Back to the person at hand, my relationship with "Uncle" is complicated, to say the least, as a child ignorant to all except to the mood of the room, as a young adult knowing most things that happened I must say I am very close to hating him. It's not generally in my nature to hate people, but I resent this man and I resent my mom for keeping this man around for longer than I've been alive. Especially with the abuse, she said he has done to her while we were growing up. She told me that at one point that she got pregnant after me by him, and he and his wife harassed her to the point of a miscarriage. She said she was also on birth control when the child was conceived, I think she said she had an implant but that doesn't make much sense for her to have that. It makes more sense for the pill where I'd assume she missed a day or was late and she got pregnant by it. With the things, she told me about him she kind of gives me the impression she has Stockholm syndrome, I can't think of any other reason she would repeatedly run back to him if he hurt her so badly and caused her such severe mental distress.
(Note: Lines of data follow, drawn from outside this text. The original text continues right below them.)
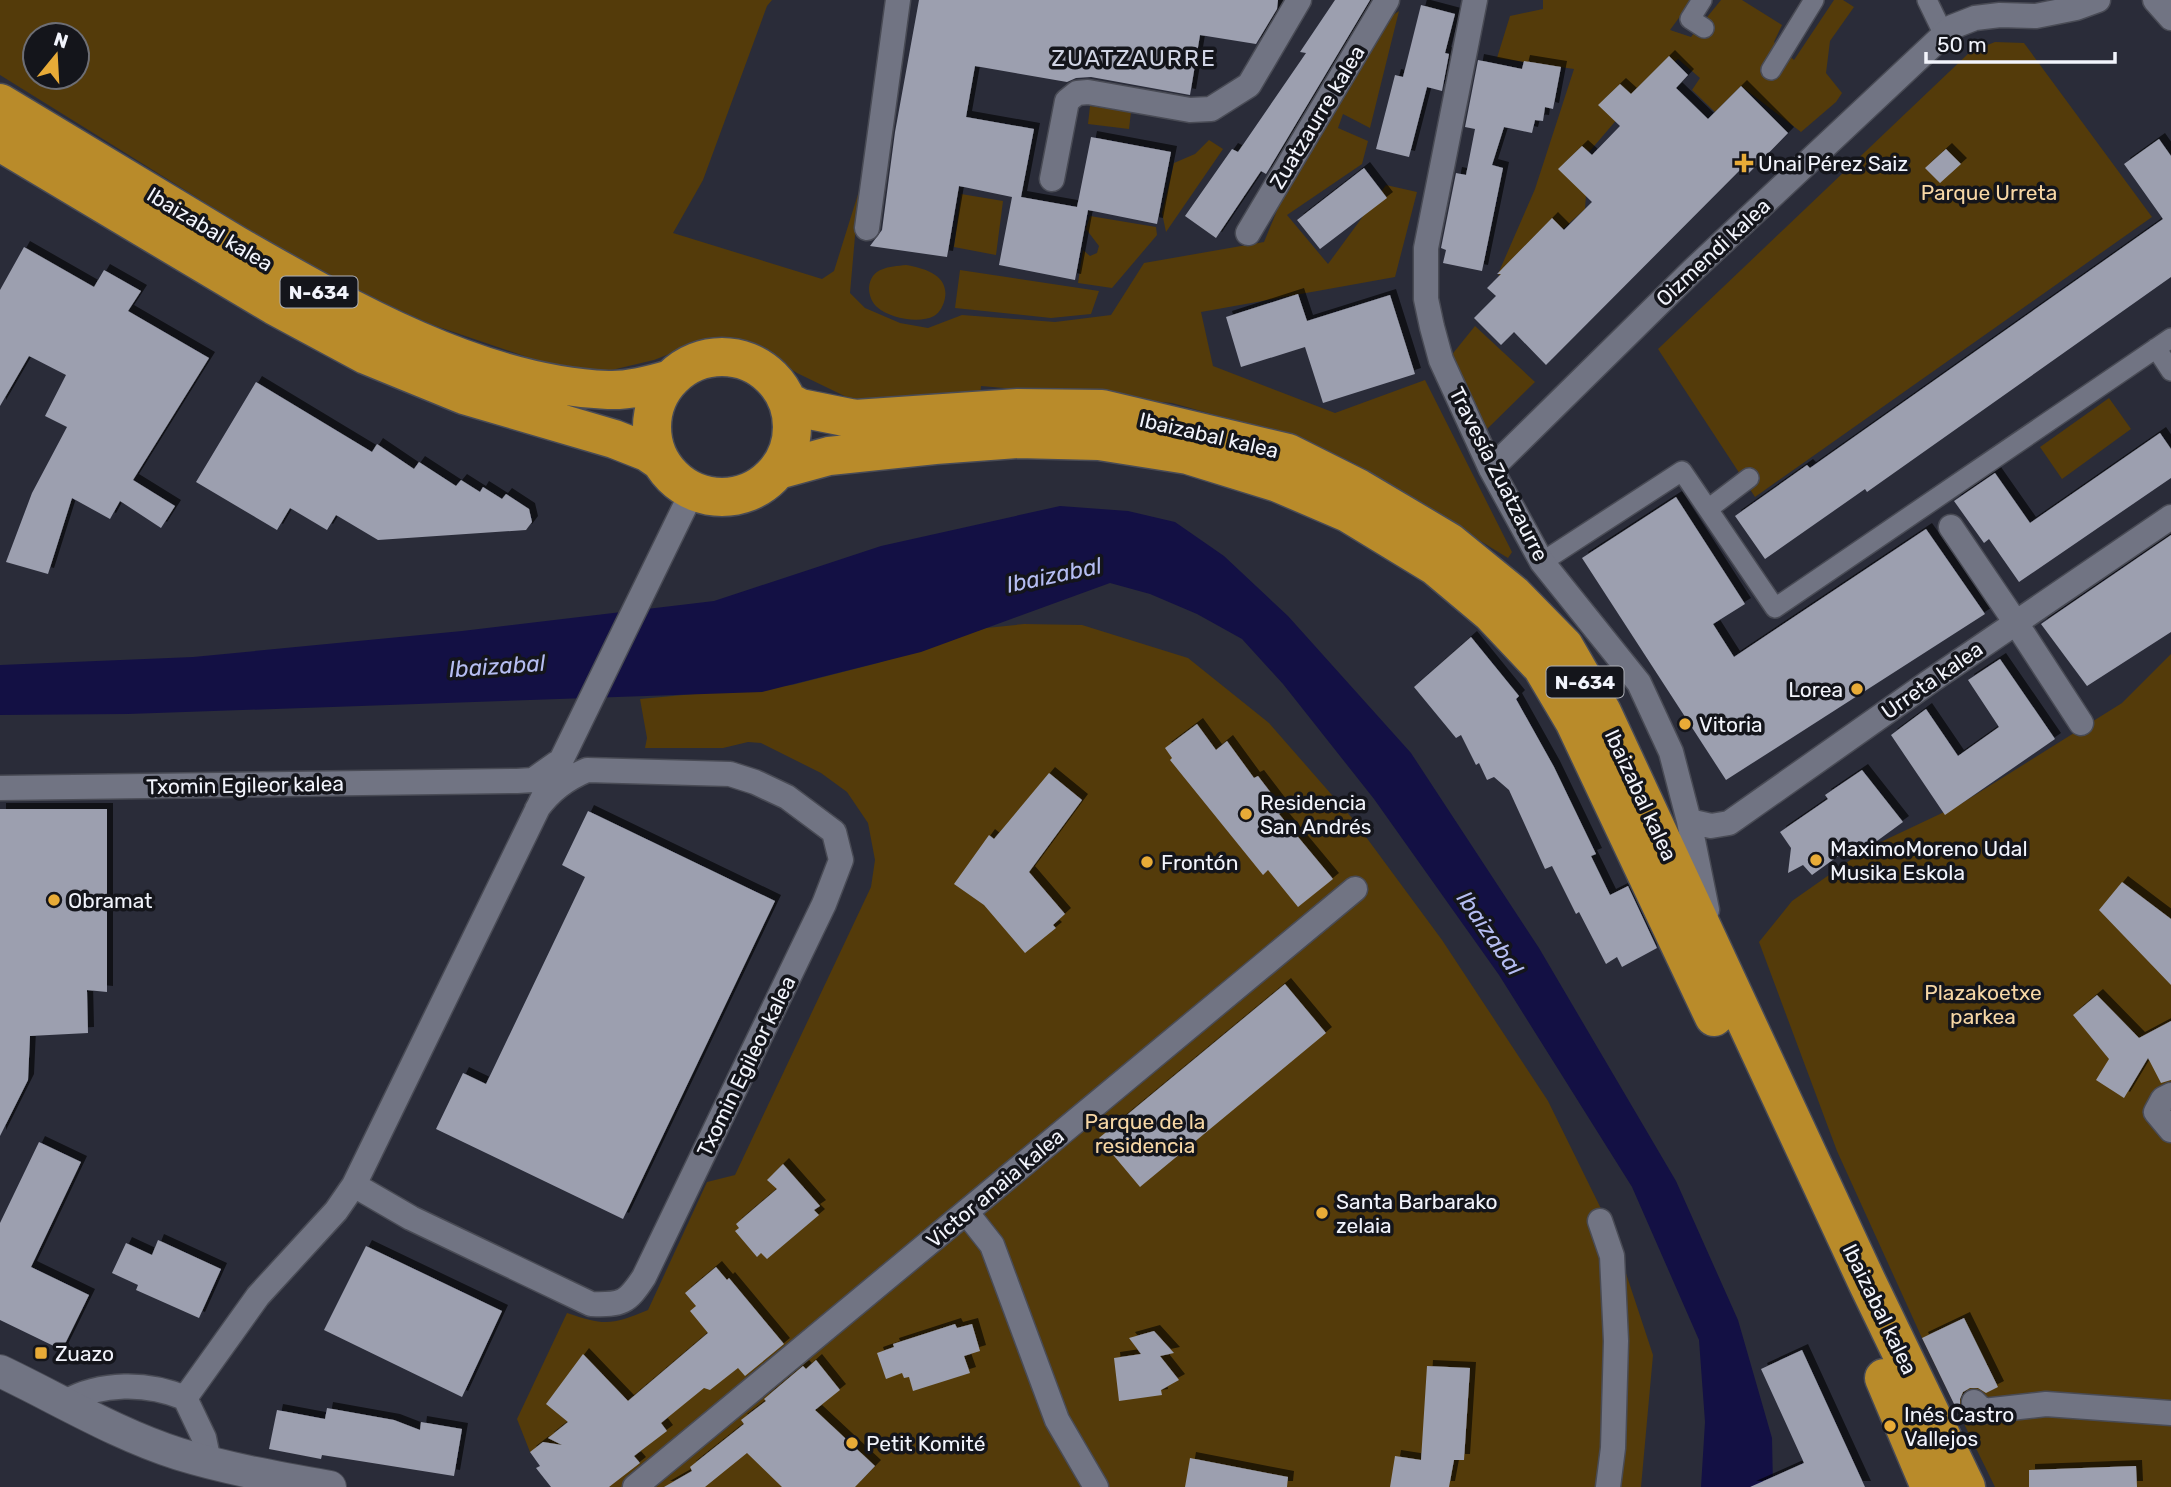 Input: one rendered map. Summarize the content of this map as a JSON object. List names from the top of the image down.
{
  "streets": {
    "highway": ["Ibaizabal kalea", "N-634"],
    "street": [
      "Zuatzaurre kalea",
      "Oizmendi kalea",
      "Travesía Zuatzaurre",
      "Urreta kalea",
      "Txomin Egileor kalea",
      "Victor anaia kalea"
    ]
  },
  "crossings": [
    ["Ibaizabal kalea", "N-634"],
    ["Ibaizabal kalea", "Travesía Zuatzaurre"],
    ["Oizmendi kalea", "Travesía Zuatzaurre"],
    ["Travesía Zuatzaurre", "Urreta kalea"]
  ],
  "districts": ["ZUATZAURRE"],
  "water": ["Ibaizabal"],
  "parks": ["Parque Urreta", "Plazakoetxe parkea", "Parque de la residencia"],
  "places": {
    "health": ["Unai Pérez Saiz"],
    "other": [
      "Lorea",
      "Vitoria",
      "Residencia San Andrés",
      "MaximoMoreno Udal Musika Eskola",
      "Frontón",
      "Obramat",
      "Santa Barbarako zelaia",
      "Inés Castro Vallejos",
      "Petit Komité"
    ],
    "transit": ["Zuazo"]
  },
  "scale_bar": "50 m",
  "north": "top"
}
As a child, I don't remember him abusing her but I tend to block out unhappy memories. As a child "Uncle" was my best friend, one of my favorite adults, and one of the only men I blindly trusted. I didn't even trust my dad in the ways that trusted him, in fact, I could look back and tell you that he probably was my father during my younger years. He was there when I learned how to cook, he was the person I cried for at night to tell me stories, I followed him around and wore his shoes, and did the things a kid should do with their actual father but that wasn't the case for me. As a young adult, I look back on this and cry for his family because I feel guilty for taking their dad. It's one thing to not want to be married and live apart from his (now) ex-wife, but to care for and devote so much time to a whole different family, is just- I don't think I even have the words in my vocabulary.

Throughout his adult life, he took horrible care of himself. He's a type 2 diabetic and had been addicted to carbs, sugar, and alcohol for most of his life. A good bit of the big arguments he and my mom would have was because of him not taking care of himself, some of the scariest memories I have are him having a ridiculously high blood sugar and almost slipping into diabetic ketoacidosis AKA a sugar-induced coma. Or seeing him after a seizure in the hospital, and crying as soon as I saw him. The things he's done to himself are horrible, he is 68 years old now and in a nursing home because he has dementia. His kids won't take care of him and use him for his money, they didn't realize that was losing it. For his actions, while they were growing up, he is hated by them. And I really can't blame them for it.